The only thing to send back is the number of lines below that hold the string "KECOUGHTAN".

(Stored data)
----------

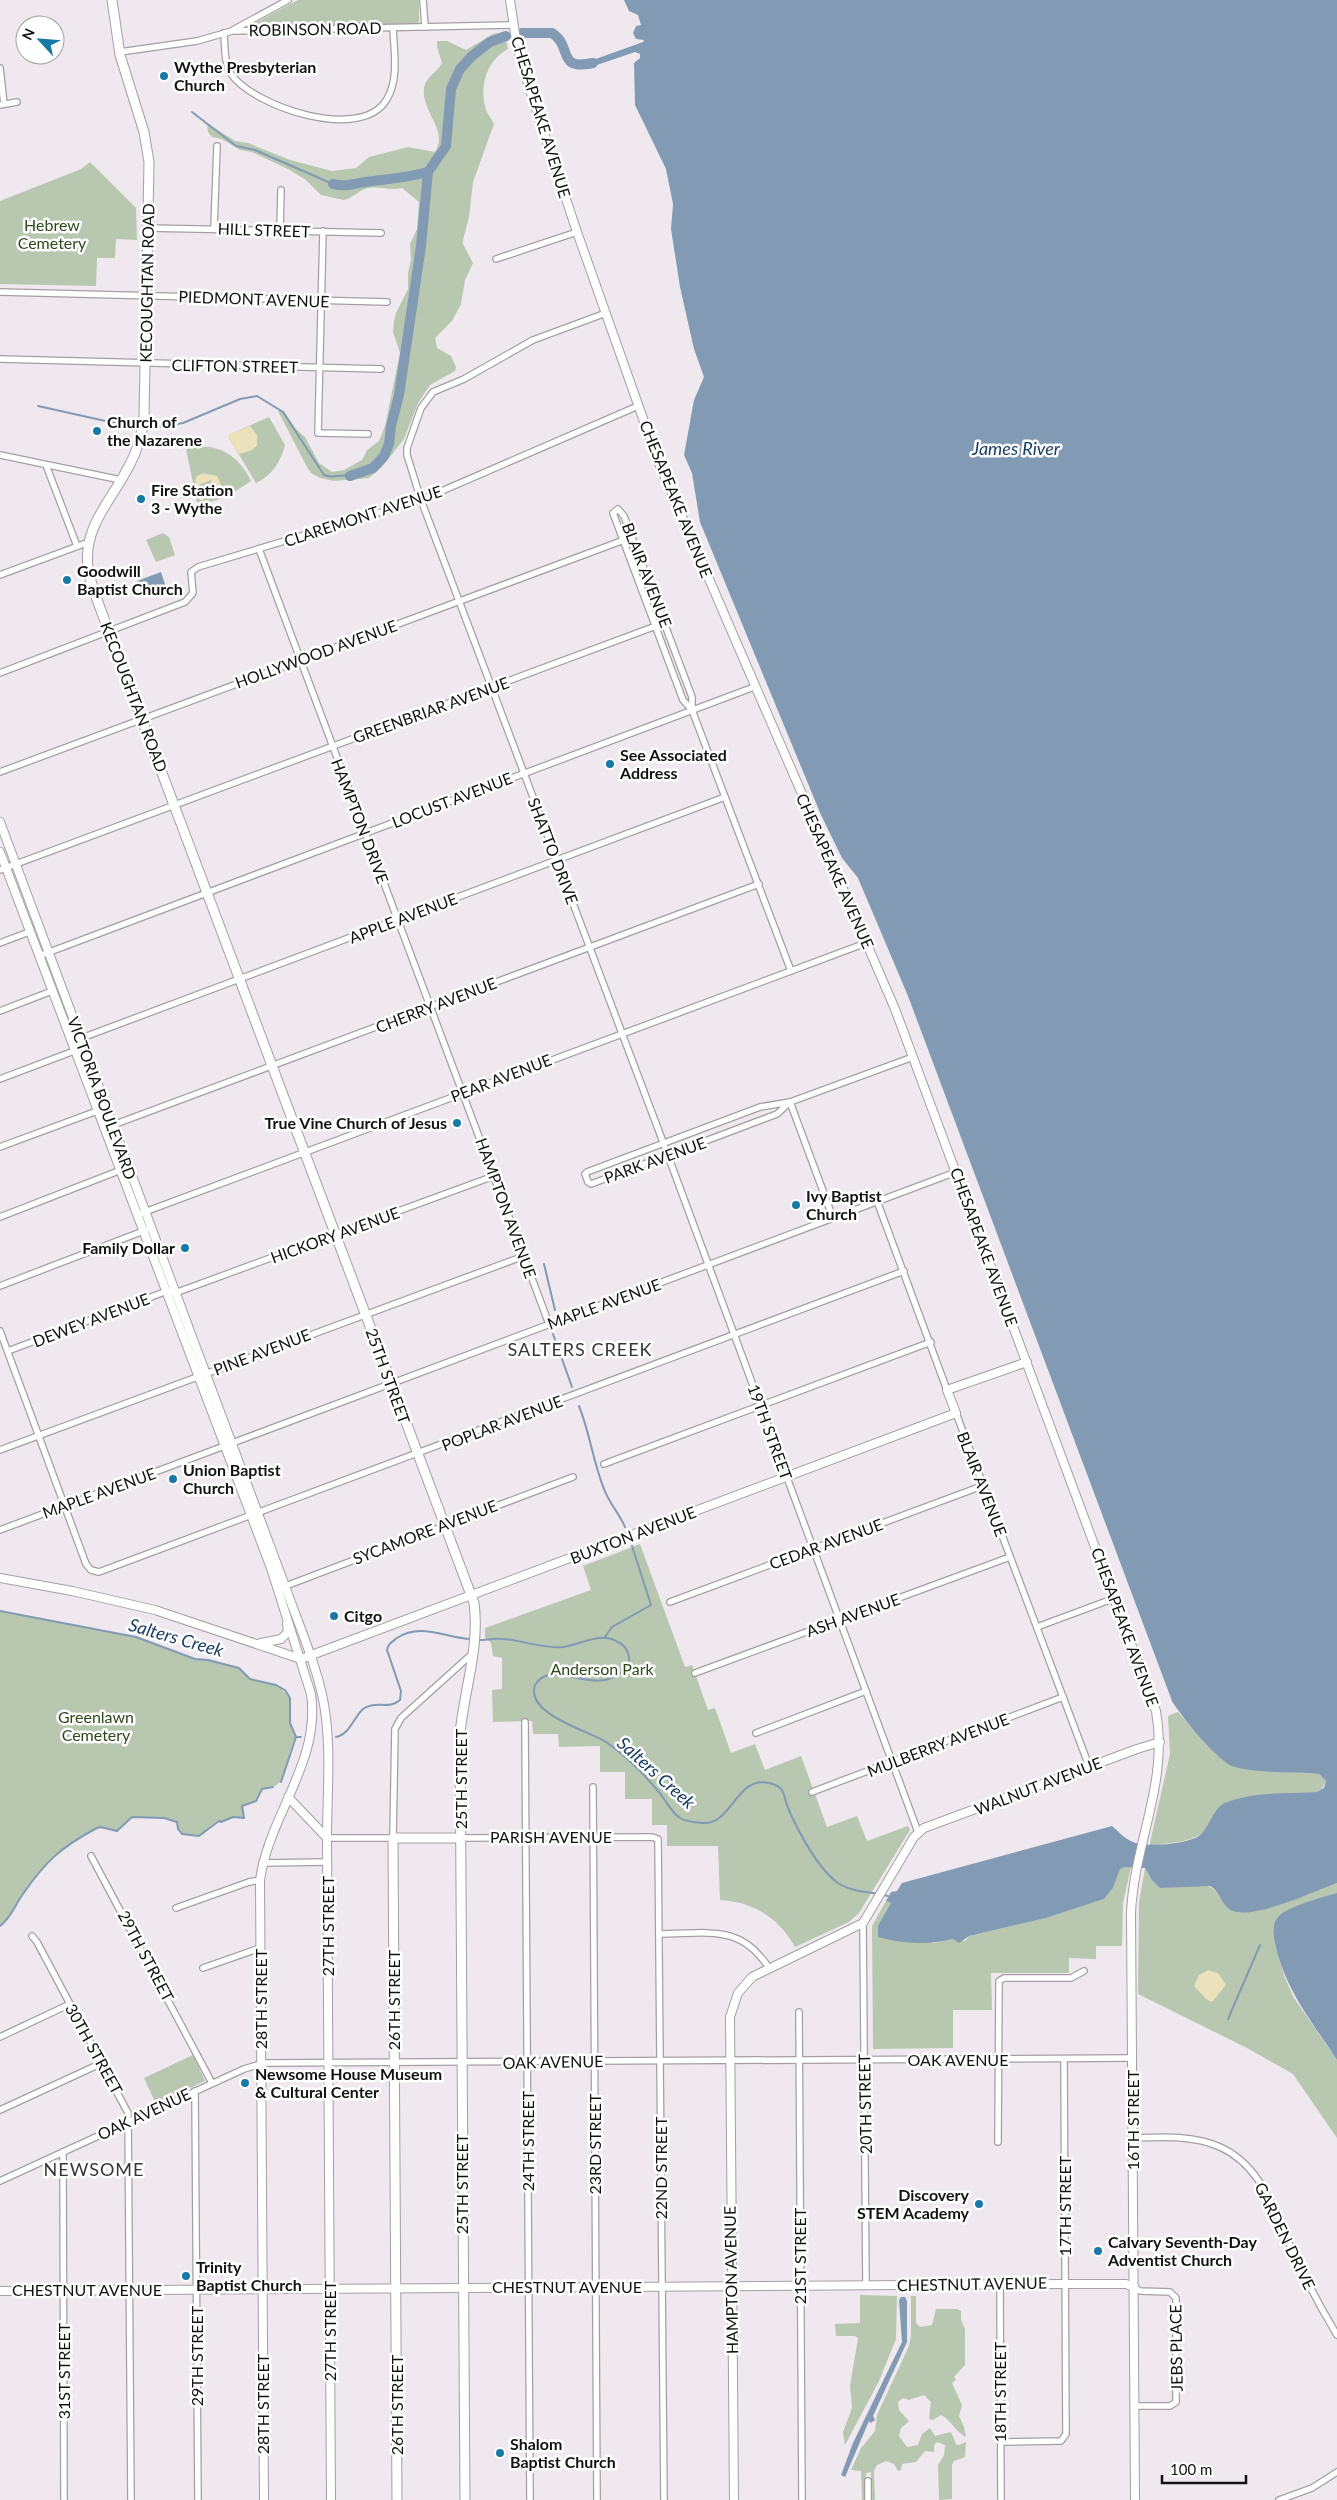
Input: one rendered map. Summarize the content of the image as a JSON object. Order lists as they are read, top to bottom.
{
  "streets": {
    "main road": [
      "CHESAPEAKE AVENUE",
      "KECOUGHTAN ROAD",
      "BLAIR AVENUE",
      "VICTORIA BOULEVARD",
      "HAMPTON AVENUE",
      "25TH STREET",
      "BUXTON AVENUE",
      "WALNUT AVENUE",
      "PARISH AVENUE",
      "27TH STREET",
      "28TH STREET",
      "26TH STREET",
      "16TH STREET",
      "CHESTNUT AVENUE"
    ],
    "street": [
      "ROBINSON ROAD",
      "HILL STREET",
      "PIEDMONT AVENUE",
      "CLIFTON STREET",
      "CLAREMONT AVENUE",
      "HOLLYWOOD AVENUE",
      "GREENBRIAR AVENUE",
      "LOCUST AVENUE",
      "HAMPTON DRIVE",
      "SHATTO DRIVE",
      "APPLE AVENUE",
      "CHERRY AVENUE",
      "PEAR AVENUE",
      "PARK AVENUE",
      "HICKORY AVENUE",
      "MAPLE AVENUE",
      "DEWEY AVENUE",
      "PINE AVENUE",
      "POPLAR AVENUE",
      "19TH STREET",
      "SYCAMORE AVENUE",
      "CEDAR AVENUE",
      "ASH AVENUE",
      "MULBERRY AVENUE",
      "29TH STREET",
      "30TH STREET",
      "OAK AVENUE",
      "20TH STREET",
      "24TH STREET",
      "23RD STREET",
      "22ND STREET",
      "17TH STREET",
      "GARDEN DRIVE",
      "21ST STREET",
      "JEBS PLACE",
      "31ST STREET",
      "18TH STREET"
    ]
  },
  "crossings": [
    ["ROBINSON ROAD", "CHESAPEAKE AVENUE"],
    ["ROBINSON ROAD", "KECOUGHTAN ROAD"],
    ["CHESAPEAKE AVENUE", "CLAREMONT AVENUE"],
    ["CHESAPEAKE AVENUE", "LOCUST AVENUE"],
    ["CHESAPEAKE AVENUE", "SHATTO DRIVE"],
    ["CHESAPEAKE AVENUE", "PEAR AVENUE"],
    ["CHESAPEAKE AVENUE", "PARK AVENUE"],
    ["CHESAPEAKE AVENUE", "MAPLE AVENUE"],
    ["CHESAPEAKE AVENUE", "WALNUT AVENUE"],
    ["CHESAPEAKE AVENUE", "16TH STREET"],
    ["HILL STREET", "KECOUGHTAN ROAD"],
    ["KECOUGHTAN ROAD", "PIEDMONT AVENUE"],
    ["KECOUGHTAN ROAD", "CLIFTON STREET"],
    ["KECOUGHTAN ROAD", "CLAREMONT AVENUE"],
    ["KECOUGHTAN ROAD", "HOLLYWOOD AVENUE"],
    ["KECOUGHTAN ROAD", "GREENBRIAR AVENUE"],
    ["KECOUGHTAN ROAD", "LOCUST AVENUE"],
    ["KECOUGHTAN ROAD", "APPLE AVENUE"],
    ["KECOUGHTAN ROAD", "CHERRY AVENUE"],
    ["KECOUGHTAN ROAD", "25TH STREET"],
    ["CLAREMONT AVENUE", "HAMPTON DRIVE"],
    ["CLAREMONT AVENUE", "SHATTO DRIVE"],
    ["BLAIR AVENUE", "HOLLYWOOD AVENUE"],
    ["BLAIR AVENUE", "GREENBRIAR AVENUE"],
    ["BLAIR AVENUE", "LOCUST AVENUE"],
    ["BLAIR AVENUE", "APPLE AVENUE"],
    ["BLAIR AVENUE", "CHERRY AVENUE"],
    ["BLAIR AVENUE", "PEAR AVENUE"],
    ["BLAIR AVENUE", "MAPLE AVENUE"],
    ["BLAIR AVENUE", "POPLAR AVENUE"],
    ["BLAIR AVENUE", "BUXTON AVENUE"],
    ["BLAIR AVENUE", "CEDAR AVENUE"],
    ["BLAIR AVENUE", "ASH AVENUE"],
    ["BLAIR AVENUE", "MULBERRY AVENUE"],
    ["BLAIR AVENUE", "WALNUT AVENUE"],
    ["HOLLYWOOD AVENUE", "HAMPTON DRIVE"],
    ["HOLLYWOOD AVENUE", "SHATTO DRIVE"],
    ["GREENBRIAR AVENUE", "HAMPTON DRIVE"],
    ["GREENBRIAR AVENUE", "SHATTO DRIVE"],
    ["GREENBRIAR AVENUE", "VICTORIA BOULEVARD"],
    ["LOCUST AVENUE", "HAMPTON DRIVE"],
    ["LOCUST AVENUE", "SHATTO DRIVE"],
    ["LOCUST AVENUE", "VICTORIA BOULEVARD"],
    ["HAMPTON DRIVE", "APPLE AVENUE"],
    ["HAMPTON DRIVE", "CHERRY AVENUE"],
    ["HAMPTON DRIVE", "PEAR AVENUE"],
    ["HAMPTON DRIVE", "HAMPTON AVENUE"],
    ["SHATTO DRIVE", "APPLE AVENUE"],
    ["SHATTO DRIVE", "CHERRY AVENUE"],
    ["SHATTO DRIVE", "PEAR AVENUE"],
    ["SHATTO DRIVE", "19TH STREET"],
    ["APPLE AVENUE", "VICTORIA BOULEVARD"],
    ["CHERRY AVENUE", "VICTORIA BOULEVARD"],
    ["PEAR AVENUE", "VICTORIA BOULEVARD"],
    ["PEAR AVENUE", "HAMPTON AVENUE"],
    ["PEAR AVENUE", "25TH STREET"],
    ["PEAR AVENUE", "19TH STREET"],
    ["VICTORIA BOULEVARD", "HICKORY AVENUE"],
    ["VICTORIA BOULEVARD", "DEWEY AVENUE"],
    ["VICTORIA BOULEVARD", "PINE AVENUE"],
    ["VICTORIA BOULEVARD", "27TH STREET"],
    ["PARK AVENUE", "19TH STREET"],
    ["HAMPTON AVENUE", "HICKORY AVENUE"],
    ["HAMPTON AVENUE", "MAPLE AVENUE"],
    ["HAMPTON AVENUE", "PINE AVENUE"],
    ["HAMPTON AVENUE", "OAK AVENUE"],
    ["HAMPTON AVENUE", "CHESTNUT AVENUE"],
    ["HICKORY AVENUE", "DEWEY AVENUE"],
    ["HICKORY AVENUE", "25TH STREET"],
    ["MAPLE AVENUE", "25TH STREET"],
    ["MAPLE AVENUE", "POPLAR AVENUE"],
    ["MAPLE AVENUE", "19TH STREET"],
    ["MAPLE AVENUE", "27TH STREET"],
    ["PINE AVENUE", "25TH STREET"],
    ["PINE AVENUE", "27TH STREET"],
    ["25TH STREET", "POPLAR AVENUE"],
    ["25TH STREET", "SYCAMORE AVENUE"],
    ["25TH STREET", "BUXTON AVENUE"],
    ["25TH STREET", "PARISH AVENUE"],
    ["25TH STREET", "26TH STREET"],
    ["25TH STREET", "OAK AVENUE"],
    ["25TH STREET", "CHESTNUT AVENUE"],
    ["POPLAR AVENUE", "19TH STREET"],
    ["POPLAR AVENUE", "27TH STREET"],
    ["19TH STREET", "BUXTON AVENUE"],
    ["19TH STREET", "CEDAR AVENUE"],
    ["19TH STREET", "ASH AVENUE"],
    ["19TH STREET", "MULBERRY AVENUE"],
    ["19TH STREET", "WALNUT AVENUE"],
    ["SYCAMORE AVENUE", "27TH STREET"],
    ["BUXTON AVENUE", "27TH STREET"],
    ["BUXTON AVENUE", "28TH STREET"],
    ["WALNUT AVENUE", "16TH STREET"],
    ["PARISH AVENUE", "27TH STREET"],
    ["PARISH AVENUE", "26TH STREET"],
    ["PARISH AVENUE", "24TH STREET"],
    ["PARISH AVENUE", "23RD STREET"],
    ["PARISH AVENUE", "22ND STREET"],
    ["27TH STREET", "28TH STREET"],
    ["27TH STREET", "OAK AVENUE"],
    ["27TH STREET", "CHESTNUT AVENUE"],
    ["29TH STREET", "OAK AVENUE"],
    ["29TH STREET", "CHESTNUT AVENUE"],
    ["28TH STREET", "OAK AVENUE"],
    ["28TH STREET", "CHESTNUT AVENUE"],
    ["26TH STREET", "OAK AVENUE"],
    ["26TH STREET", "CHESTNUT AVENUE"],
    ["30TH STREET", "OAK AVENUE"],
    ["30TH STREET", "CHESTNUT AVENUE"],
    ["OAK AVENUE", "20TH STREET"],
    ["OAK AVENUE", "16TH STREET"],
    ["OAK AVENUE", "24TH STREET"],
    ["OAK AVENUE", "23RD STREET"],
    ["OAK AVENUE", "22ND STREET"],
    ["OAK AVENUE", "17TH STREET"],
    ["OAK AVENUE", "21ST STREET"],
    ["OAK AVENUE", "31ST STREET"],
    ["20TH STREET", "CHESTNUT AVENUE"],
    ["16TH STREET", "GARDEN DRIVE"],
    ["16TH STREET", "CHESTNUT AVENUE"],
    ["16TH STREET", "JEBS PLACE"],
    ["24TH STREET", "CHESTNUT AVENUE"],
    ["23RD STREET", "CHESTNUT AVENUE"],
    ["22ND STREET", "CHESTNUT AVENUE"],
    ["17TH STREET", "CHESTNUT AVENUE"],
    ["17TH STREET", "18TH STREET"],
    ["21ST STREET", "CHESTNUT AVENUE"],
    ["CHESTNUT AVENUE", "JEBS PLACE"],
    ["CHESTNUT AVENUE", "31ST STREET"],
    ["CHESTNUT AVENUE", "18TH STREET"]
  ],
  "districts": ["SALTERS CREEK", "NEWSOME"],
  "water": ["James River", "Salters Creek"],
  "parks": ["Hebrew Cemetery", "Anderson Park", "Greenlawn Cemetery"],
  "places": [
    "Wythe Presbyterian Church",
    "Church of the Nazarene",
    "Fire Station 3 - Wythe",
    "Goodwill Baptist Church",
    "See Associated Address",
    "True Vine Church of Jesus",
    "Ivy Baptist Church",
    "Family Dollar",
    "Union Baptist Church",
    "Citgo",
    "Newsome House Museum & Cultural Center",
    "Discovery STEM Academy",
    "Calvary Seventh-Day Adventist Church",
    "Trinity Baptist Church",
    "Shalom Baptist Church"
  ],
  "scale_bar": "100 m",
  "north": "top left"
}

----------

(TASK OUTPUT)
12